___ DATA SHOWN
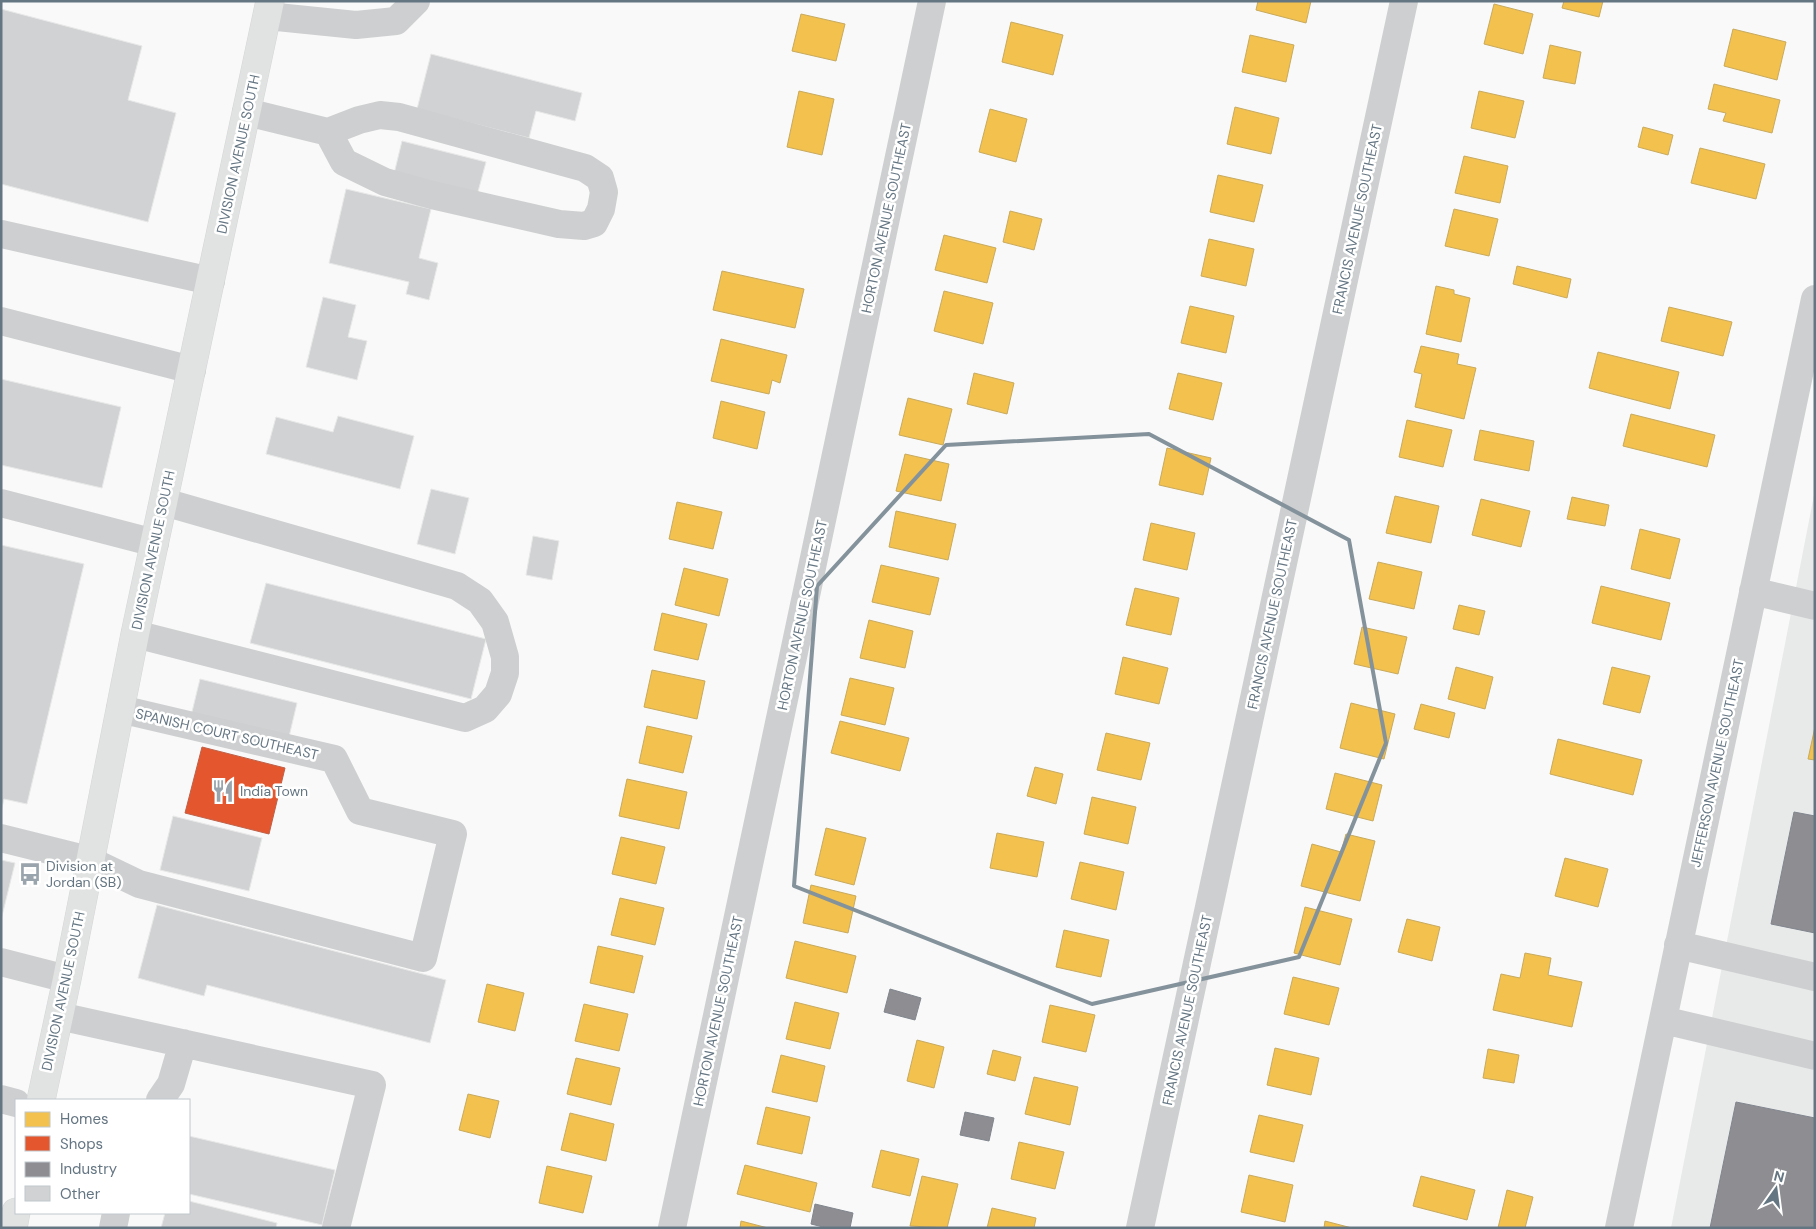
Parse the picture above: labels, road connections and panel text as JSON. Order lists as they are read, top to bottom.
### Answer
{
  "streets": {
    "main road": ["DIVISION AVENUE SOUTH"],
    "street": [
      "HORTON AVENUE SOUTHEAST",
      "FRANCIS AVENUE SOUTHEAST",
      "SPANISH COURT SOUTHEAST",
      "JEFFERSON AVENUE SOUTHEAST"
    ]
  },
  "crossings": [
    ["DIVISION AVENUE SOUTH", "SPANISH COURT SOUTHEAST"]
  ],
  "places": {
    "restaurant": ["India Town"],
    "bus stop": ["Division at Jordan (SB)"]
  },
  "legend": [
    "Homes",
    "Shops",
    "Industry",
    "Other"
  ],
  "north": "top"
}
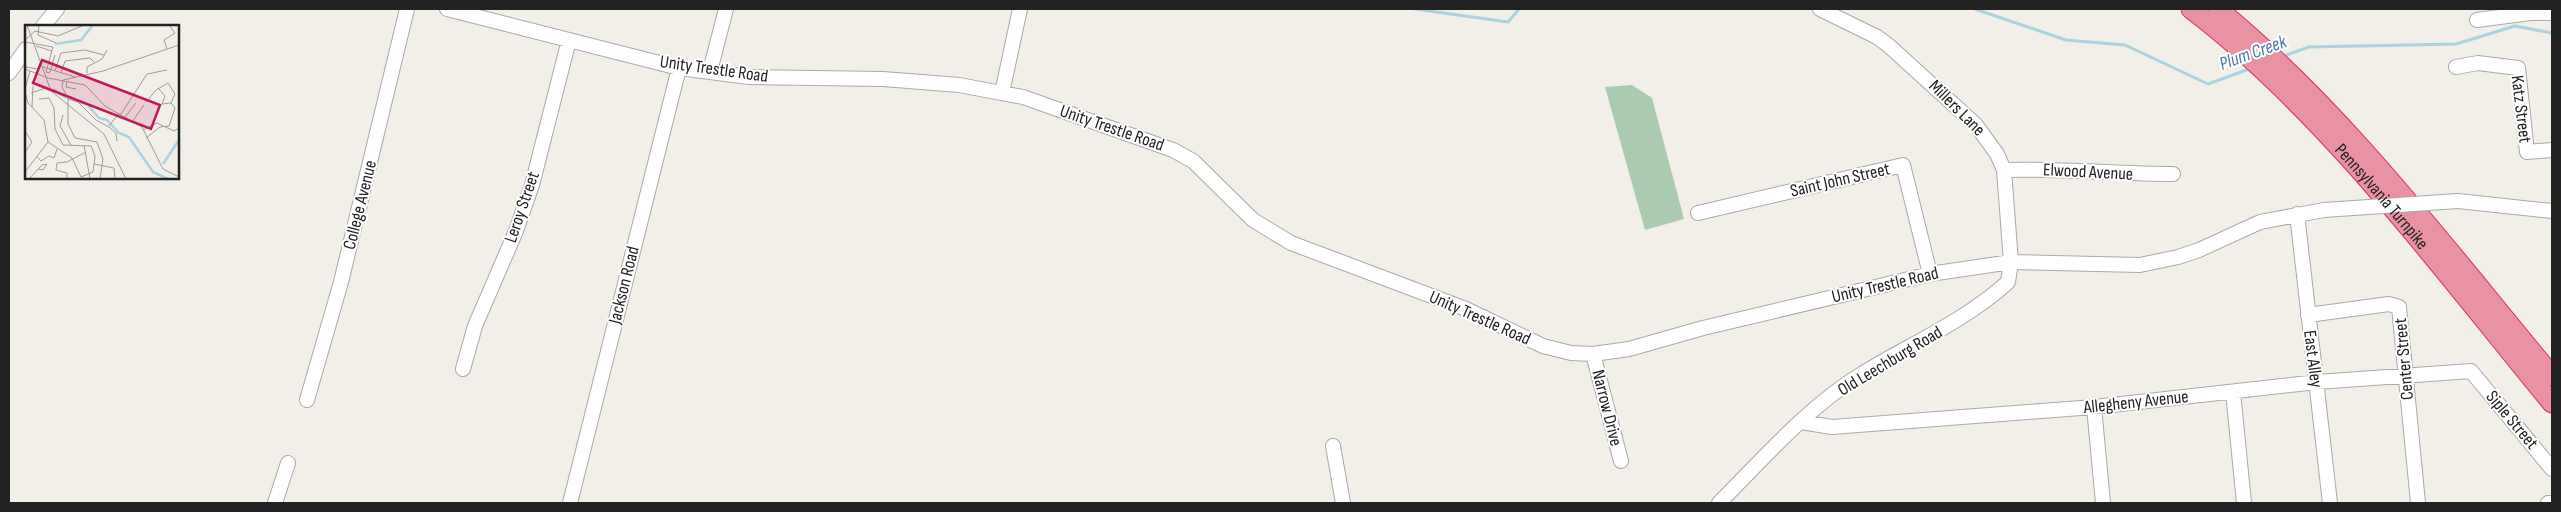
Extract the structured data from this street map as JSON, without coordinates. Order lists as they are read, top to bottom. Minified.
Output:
{"streets":{"highway":["Pennsylvania Turnpike"],"street":["Unity Trestle Road","Millers Lane","Katz Street","Elwood Avenue","Saint John Street","College Avenue","Leroy Street","Jackson Road","East Alley","Center Street","Old Leechburg Road","Allegheny Avenue","Narrow Drive","Siple Street"]},"crossings":[["Unity Trestle Road","Millers Lane"],["Unity Trestle Road","Saint John Street"],["Unity Trestle Road","Leroy Street"],["Unity Trestle Road","Jackson Road"],["Unity Trestle Road","East Alley"],["Unity Trestle Road","Old Leechburg Road"],["Unity Trestle Road","Narrow Drive"],["Millers Lane","Elwood Avenue"],["Millers Lane","Old Leechburg Road"],["East Alley","Center Street"],["East Alley","Allegheny Avenue"],["Center Street","Allegheny Avenue"],["Old Leechburg Road","Allegheny Avenue"],["Allegheny Avenue","Siple Street"]],"water":["Plum Creek"]}
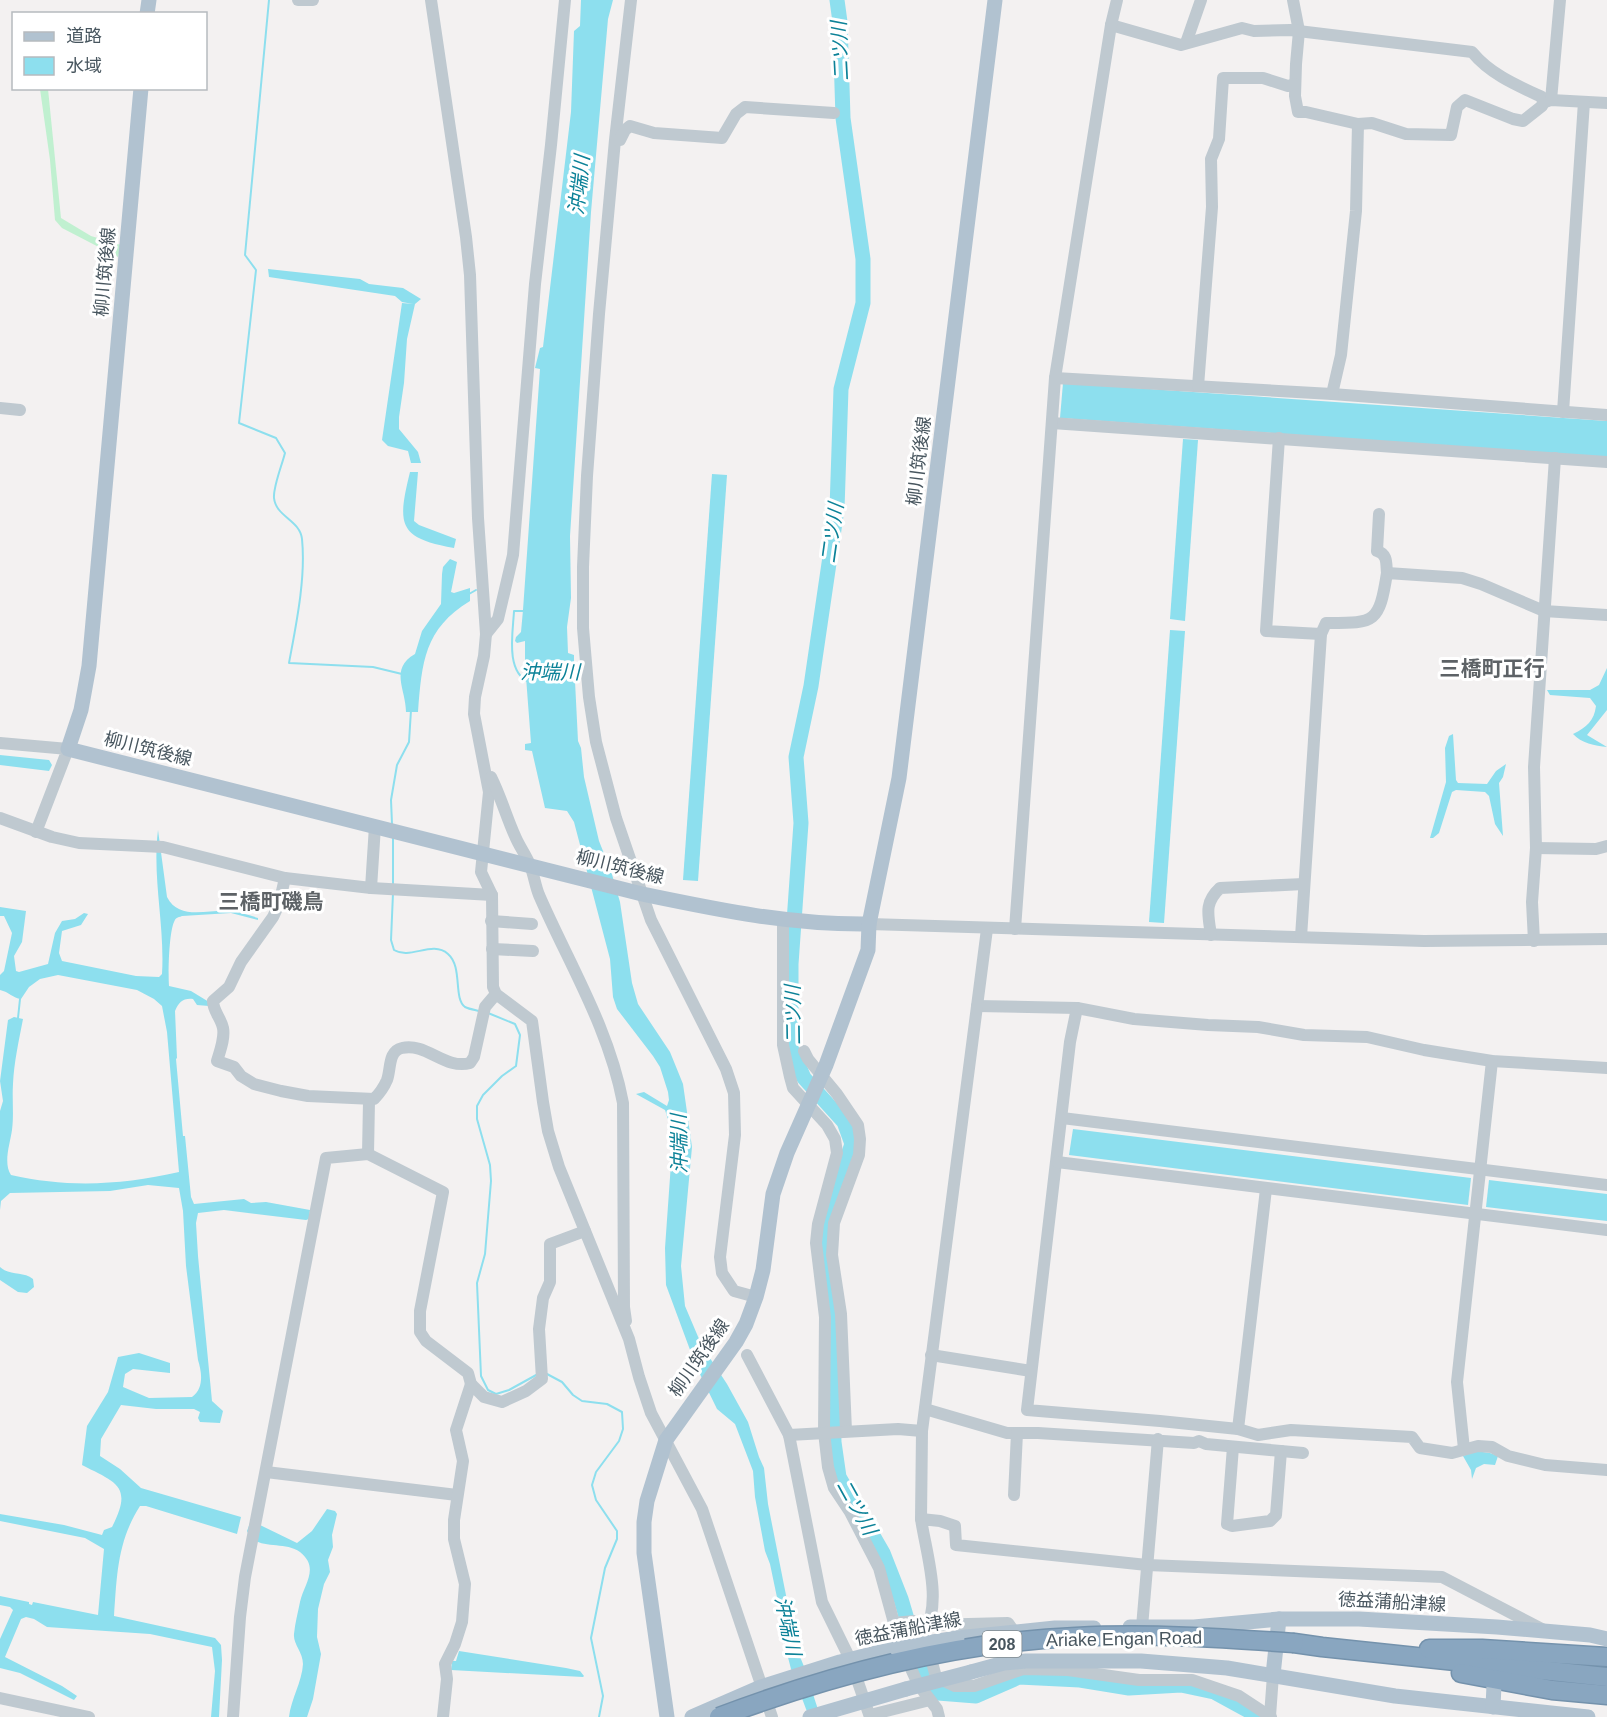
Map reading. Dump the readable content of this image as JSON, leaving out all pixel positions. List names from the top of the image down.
{
  "streets": {
    "highway": ["Ariake Engan Road", "208"],
    "main road": ["柳川筑後線", "徳益蒲船津線"]
  },
  "districts": ["三橋町正行", "三橋町磯鳥"],
  "water": ["二ツ川", "沖端川"],
  "legend": ["道路", "水域"]
}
______
- **INSTRUCTIONS FOR THE TASK**
State the number of lines above that include "they", and nothing further.

- **ANSWER AREA**
2